MATAJAMBI.COM - Federasi Sepak Bola Indonesia PSSI resmi menunjuk John Herdman sebagai pelatih kepala Tim Nasional Indonesia, Sabtu 03 Januari 2026.
Penunjukan ini menjadi penanda dimulainya babak baru sepak bola nasional setelah kegagalan Skuad Garuda melaju pada fase krusial kualifikasi Piala Dunia beberapa waktu lalu.
Melalui pernyataan resminya, PSSI menyambut antusias kehadiran pelatih asal Inggris berusia 50 tahun tersebut. Herdman dinilai sebagai sosok tepat untuk membawa perubahan karena memiliki rekam jejak internasional yang kuat, baik di level tim nasional putra maupun putri.
Bukan sekadar pelatih biasa, John Herdman dikenal sebagai arsitek berpengalaman yang mampu membangun mental juara dan identitas permainan tim.
Ia tercatat sebagai satu-satunya pelatih di dunia yang berhasil membawa tim nasional putra dan putri dari satu negara tampil di ajang Piala Dunia FIFA, sebuah pencapaian langka yang menjadi nilai lebih di mata federasi.

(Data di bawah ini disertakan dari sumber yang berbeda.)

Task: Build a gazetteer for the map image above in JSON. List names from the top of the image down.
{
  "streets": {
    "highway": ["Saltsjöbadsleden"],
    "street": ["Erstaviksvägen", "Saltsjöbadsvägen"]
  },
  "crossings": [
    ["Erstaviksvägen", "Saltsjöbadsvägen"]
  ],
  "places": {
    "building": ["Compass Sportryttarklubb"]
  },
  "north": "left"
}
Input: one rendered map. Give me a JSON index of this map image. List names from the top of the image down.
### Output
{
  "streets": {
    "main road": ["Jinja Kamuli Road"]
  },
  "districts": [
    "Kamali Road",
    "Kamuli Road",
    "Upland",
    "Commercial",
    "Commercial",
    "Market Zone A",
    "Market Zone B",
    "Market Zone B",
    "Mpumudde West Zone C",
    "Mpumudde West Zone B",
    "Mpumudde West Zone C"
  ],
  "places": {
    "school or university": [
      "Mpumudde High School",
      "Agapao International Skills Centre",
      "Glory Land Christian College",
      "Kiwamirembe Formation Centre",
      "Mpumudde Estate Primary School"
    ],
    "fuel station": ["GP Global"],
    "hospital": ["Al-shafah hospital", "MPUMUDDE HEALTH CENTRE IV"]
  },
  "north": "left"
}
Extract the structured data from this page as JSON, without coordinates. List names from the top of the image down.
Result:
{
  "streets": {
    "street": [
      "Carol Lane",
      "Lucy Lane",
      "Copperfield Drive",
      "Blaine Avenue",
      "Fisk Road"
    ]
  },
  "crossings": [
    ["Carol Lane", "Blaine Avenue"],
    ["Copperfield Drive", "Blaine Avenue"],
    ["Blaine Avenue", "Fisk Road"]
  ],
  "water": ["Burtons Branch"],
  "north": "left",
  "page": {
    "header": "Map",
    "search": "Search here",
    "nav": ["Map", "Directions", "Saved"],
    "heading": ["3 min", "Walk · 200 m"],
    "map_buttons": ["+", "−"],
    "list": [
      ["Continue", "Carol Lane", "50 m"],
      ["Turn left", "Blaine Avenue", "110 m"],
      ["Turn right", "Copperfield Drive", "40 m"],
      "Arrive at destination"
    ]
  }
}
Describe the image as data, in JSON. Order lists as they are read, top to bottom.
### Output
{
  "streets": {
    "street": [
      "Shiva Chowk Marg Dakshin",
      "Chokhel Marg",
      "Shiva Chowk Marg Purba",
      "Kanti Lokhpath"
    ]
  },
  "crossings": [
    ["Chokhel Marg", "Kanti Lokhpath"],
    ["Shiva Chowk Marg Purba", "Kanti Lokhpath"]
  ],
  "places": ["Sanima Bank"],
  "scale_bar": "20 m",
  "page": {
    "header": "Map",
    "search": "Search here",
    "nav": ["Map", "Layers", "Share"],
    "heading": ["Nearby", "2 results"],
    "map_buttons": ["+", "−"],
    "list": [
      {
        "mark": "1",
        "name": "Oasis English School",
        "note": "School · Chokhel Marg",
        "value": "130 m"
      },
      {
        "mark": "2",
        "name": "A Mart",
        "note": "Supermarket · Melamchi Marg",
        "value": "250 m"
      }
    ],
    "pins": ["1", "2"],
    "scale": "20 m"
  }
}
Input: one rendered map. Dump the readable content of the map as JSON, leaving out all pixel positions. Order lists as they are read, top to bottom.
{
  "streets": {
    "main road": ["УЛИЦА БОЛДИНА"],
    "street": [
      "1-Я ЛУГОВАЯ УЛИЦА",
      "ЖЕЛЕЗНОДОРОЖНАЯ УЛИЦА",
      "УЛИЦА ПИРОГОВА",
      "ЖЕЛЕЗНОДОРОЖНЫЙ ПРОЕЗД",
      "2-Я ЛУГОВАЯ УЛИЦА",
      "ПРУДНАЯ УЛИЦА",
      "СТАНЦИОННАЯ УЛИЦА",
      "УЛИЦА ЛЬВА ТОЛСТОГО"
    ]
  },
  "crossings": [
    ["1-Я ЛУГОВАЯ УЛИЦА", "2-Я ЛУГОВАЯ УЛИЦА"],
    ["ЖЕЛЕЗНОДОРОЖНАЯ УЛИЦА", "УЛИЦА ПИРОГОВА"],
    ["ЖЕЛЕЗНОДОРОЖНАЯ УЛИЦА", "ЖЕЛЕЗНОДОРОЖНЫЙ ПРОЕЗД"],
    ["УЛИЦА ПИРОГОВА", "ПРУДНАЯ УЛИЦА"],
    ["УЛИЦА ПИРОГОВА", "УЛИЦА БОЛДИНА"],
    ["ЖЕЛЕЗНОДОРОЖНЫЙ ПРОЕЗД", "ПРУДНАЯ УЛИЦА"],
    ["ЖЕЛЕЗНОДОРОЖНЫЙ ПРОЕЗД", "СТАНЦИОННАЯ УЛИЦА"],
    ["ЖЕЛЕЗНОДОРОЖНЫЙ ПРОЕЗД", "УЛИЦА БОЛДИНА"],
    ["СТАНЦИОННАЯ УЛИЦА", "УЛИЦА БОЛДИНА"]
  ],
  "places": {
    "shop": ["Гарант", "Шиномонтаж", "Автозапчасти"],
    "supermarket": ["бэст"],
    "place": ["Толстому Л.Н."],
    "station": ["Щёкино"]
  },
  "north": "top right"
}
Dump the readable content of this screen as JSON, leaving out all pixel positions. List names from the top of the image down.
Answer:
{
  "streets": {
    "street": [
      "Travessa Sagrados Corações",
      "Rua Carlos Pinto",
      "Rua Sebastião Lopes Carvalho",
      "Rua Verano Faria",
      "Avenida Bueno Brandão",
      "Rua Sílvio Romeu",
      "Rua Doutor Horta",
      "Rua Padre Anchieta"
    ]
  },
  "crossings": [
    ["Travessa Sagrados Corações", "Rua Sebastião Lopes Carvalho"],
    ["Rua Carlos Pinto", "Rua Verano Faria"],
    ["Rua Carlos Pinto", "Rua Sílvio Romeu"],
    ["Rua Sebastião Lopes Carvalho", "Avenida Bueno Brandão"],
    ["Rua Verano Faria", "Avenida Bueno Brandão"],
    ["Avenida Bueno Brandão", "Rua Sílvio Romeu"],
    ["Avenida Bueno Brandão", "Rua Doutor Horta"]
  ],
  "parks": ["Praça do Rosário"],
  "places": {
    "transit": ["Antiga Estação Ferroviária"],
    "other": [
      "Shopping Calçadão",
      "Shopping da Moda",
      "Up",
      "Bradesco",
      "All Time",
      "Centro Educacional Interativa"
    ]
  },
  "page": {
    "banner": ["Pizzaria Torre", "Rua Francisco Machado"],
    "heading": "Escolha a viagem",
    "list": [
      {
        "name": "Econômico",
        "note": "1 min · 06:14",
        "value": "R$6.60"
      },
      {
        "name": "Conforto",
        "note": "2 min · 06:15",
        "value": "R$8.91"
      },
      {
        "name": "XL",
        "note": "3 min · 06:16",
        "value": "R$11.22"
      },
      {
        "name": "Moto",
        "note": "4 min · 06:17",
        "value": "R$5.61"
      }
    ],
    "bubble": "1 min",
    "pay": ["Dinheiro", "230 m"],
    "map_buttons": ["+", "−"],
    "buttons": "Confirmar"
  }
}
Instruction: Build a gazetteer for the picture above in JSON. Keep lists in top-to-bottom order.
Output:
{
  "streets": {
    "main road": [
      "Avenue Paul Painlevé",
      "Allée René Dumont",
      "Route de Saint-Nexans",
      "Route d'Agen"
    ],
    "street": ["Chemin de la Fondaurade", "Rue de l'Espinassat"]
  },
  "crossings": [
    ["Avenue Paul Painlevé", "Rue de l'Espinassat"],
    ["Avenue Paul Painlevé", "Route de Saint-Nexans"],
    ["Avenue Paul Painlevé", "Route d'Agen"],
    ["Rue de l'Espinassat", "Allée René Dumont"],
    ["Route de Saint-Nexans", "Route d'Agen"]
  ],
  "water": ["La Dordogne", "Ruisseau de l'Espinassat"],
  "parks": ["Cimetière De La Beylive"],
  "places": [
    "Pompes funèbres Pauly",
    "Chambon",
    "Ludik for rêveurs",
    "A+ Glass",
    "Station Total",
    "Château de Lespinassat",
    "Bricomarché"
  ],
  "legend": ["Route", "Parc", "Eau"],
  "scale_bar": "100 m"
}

Rekam Jejak Gemilang Bersama Kanada
Nama John Herdman mencuat di kancah sepak bola Amerika Utara berkat prestasinya bersama Kanada. Di sektor putra, ia sukses mengakhiri penantian panjang dengan mengantar Timnas Kanada lolos ke Piala Dunia Qatar 2022, pertama kalinya setelah 36 tahun. Tak hanya itu, di bawah arahannya, peringkat FIFA Kanada melonjak drastis dari posisi 77 ke kisaran 33 dunia.Herdman juga mencatatkan rekor impresif dengan rentetan 17 pertandingan tanpa kekalahan pada periode 2021–2022, membawa Kanada menjadi salah satu kekuatan baru di kawasan CONCACAF. Ia bahkan mengantar Kanada melaju ke final CONCACAF Nations League untuk pertama kalinya pada 2023.
Sukses Besar di Sepak Bola Putri
Sebelum menangani tim putra, Herdman terlebih dahulu menorehkan sejarah bersama tim nasional putri Kanada. Di bawah kepemimpinannya, Kanada tampil di Piala Dunia Putri 2007 dan 2011, serta meraih dua medali perunggu Olimpiade secara beruntun pada Olimpiade London 2012 dan Rio 2016.
Tak hanya itu, Herdman juga membawa Kanada menjuarai Pan American Games 2011 dan mengangkat peringkat FIFA timnas putri Kanada hingga menembus posisi empat besar dunia pada 2017. Prestasi ini mengukuhkan reputasinya sebagai pelatih yang mampu membangun tim secara berkelanjutan.